---------- Data to use ----------
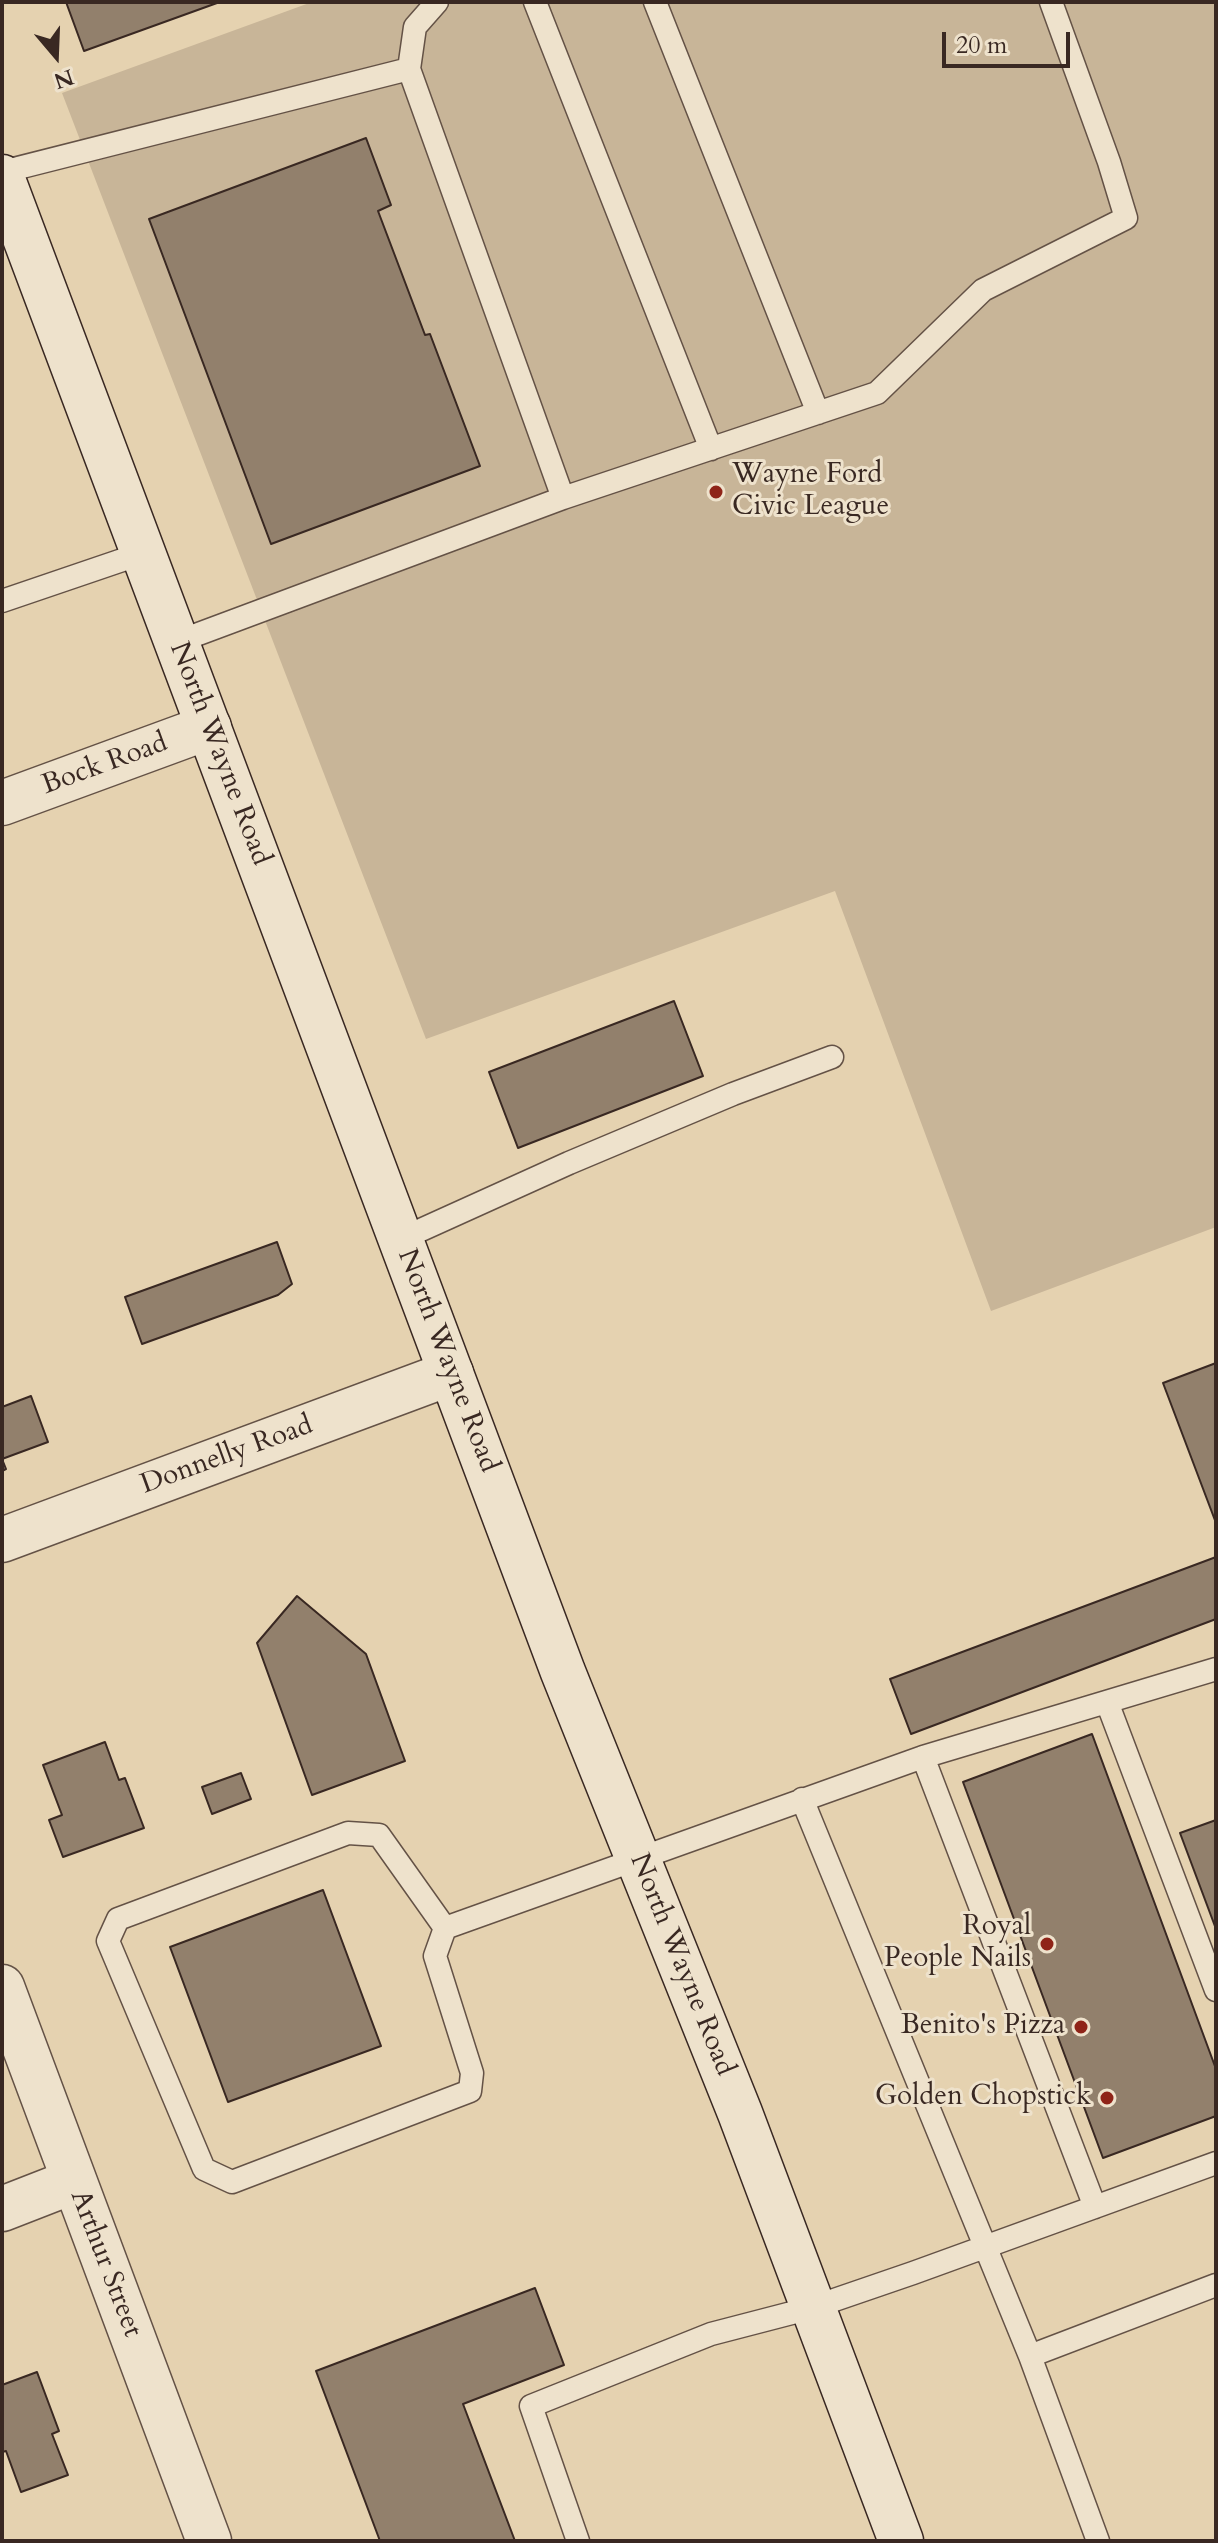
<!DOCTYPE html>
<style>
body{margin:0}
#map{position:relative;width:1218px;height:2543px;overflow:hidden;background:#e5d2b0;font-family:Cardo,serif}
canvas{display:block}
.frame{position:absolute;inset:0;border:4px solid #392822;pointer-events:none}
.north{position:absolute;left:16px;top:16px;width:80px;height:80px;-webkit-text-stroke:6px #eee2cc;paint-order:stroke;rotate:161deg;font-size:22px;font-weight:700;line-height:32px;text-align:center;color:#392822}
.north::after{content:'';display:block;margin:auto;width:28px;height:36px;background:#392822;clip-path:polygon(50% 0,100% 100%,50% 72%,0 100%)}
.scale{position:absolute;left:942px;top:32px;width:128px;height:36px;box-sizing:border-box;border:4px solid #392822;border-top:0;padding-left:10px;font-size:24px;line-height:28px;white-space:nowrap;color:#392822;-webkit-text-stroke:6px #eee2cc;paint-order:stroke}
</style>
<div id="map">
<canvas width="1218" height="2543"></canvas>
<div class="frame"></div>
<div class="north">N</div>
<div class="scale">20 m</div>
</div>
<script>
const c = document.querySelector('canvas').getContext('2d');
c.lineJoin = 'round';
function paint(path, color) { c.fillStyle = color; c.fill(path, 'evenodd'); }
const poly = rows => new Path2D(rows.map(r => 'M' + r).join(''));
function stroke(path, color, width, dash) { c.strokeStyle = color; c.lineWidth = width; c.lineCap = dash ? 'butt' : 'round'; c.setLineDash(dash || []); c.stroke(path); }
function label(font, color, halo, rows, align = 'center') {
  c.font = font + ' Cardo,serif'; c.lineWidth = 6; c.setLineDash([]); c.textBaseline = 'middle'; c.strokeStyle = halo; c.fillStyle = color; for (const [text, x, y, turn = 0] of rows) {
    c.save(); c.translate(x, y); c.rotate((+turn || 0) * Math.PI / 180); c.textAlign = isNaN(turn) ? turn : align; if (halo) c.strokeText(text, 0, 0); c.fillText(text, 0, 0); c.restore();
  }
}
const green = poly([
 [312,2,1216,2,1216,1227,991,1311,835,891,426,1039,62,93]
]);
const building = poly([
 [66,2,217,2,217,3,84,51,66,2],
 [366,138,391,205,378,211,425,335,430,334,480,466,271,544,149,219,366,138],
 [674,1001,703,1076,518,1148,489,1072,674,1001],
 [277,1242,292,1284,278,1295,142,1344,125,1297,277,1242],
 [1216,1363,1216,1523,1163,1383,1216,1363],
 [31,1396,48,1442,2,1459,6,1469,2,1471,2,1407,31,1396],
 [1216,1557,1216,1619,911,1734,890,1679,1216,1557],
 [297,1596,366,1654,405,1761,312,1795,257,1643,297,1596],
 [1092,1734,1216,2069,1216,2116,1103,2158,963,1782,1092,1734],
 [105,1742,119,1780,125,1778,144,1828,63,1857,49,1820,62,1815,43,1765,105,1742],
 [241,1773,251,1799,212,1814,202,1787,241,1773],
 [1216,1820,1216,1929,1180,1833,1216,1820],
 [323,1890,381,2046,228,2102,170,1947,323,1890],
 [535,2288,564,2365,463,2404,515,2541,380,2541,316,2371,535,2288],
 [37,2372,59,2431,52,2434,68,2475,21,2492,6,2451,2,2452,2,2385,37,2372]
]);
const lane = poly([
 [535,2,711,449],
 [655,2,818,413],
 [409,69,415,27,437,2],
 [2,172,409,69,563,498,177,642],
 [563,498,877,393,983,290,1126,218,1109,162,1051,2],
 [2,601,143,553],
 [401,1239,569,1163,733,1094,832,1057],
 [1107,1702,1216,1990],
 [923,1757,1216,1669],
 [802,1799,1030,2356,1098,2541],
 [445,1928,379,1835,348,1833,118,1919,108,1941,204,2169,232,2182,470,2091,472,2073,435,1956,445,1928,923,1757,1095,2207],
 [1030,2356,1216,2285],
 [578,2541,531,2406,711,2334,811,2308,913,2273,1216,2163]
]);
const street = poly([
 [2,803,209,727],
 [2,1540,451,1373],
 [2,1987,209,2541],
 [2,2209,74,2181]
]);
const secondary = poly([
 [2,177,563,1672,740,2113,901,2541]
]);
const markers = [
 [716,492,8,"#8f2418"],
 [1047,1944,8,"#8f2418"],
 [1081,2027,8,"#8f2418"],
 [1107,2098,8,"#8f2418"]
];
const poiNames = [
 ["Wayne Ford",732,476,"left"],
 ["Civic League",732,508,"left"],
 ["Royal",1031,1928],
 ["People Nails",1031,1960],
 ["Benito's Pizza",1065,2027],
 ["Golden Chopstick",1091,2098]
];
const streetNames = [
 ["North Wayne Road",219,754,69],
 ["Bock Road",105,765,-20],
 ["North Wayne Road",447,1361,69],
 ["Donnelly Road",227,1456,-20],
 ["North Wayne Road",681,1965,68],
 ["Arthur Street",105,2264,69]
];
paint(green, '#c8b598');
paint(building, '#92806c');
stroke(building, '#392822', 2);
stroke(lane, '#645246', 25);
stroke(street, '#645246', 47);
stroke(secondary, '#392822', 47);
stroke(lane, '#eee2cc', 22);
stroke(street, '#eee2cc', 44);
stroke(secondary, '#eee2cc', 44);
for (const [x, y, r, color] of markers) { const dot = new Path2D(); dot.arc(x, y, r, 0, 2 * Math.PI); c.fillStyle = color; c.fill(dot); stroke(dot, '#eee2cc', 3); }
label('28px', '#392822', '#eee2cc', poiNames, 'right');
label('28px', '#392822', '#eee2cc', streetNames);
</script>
----------
- Activity:
Starting from the records above, copy each line where the string "function" is found.

- Written response:
function paint(path, color) { c.fillStyle = color; c.fill(path, 'evenodd'); }
function stroke(path, color, width, dash) { c.strokeStyle = color; c.lineWidth = width; c.lineCap = dash ? 'butt' : 'round'; c.setLineDash(dash || []); c.stroke(path); }
function label(font, color, halo, rows, align = 'center') {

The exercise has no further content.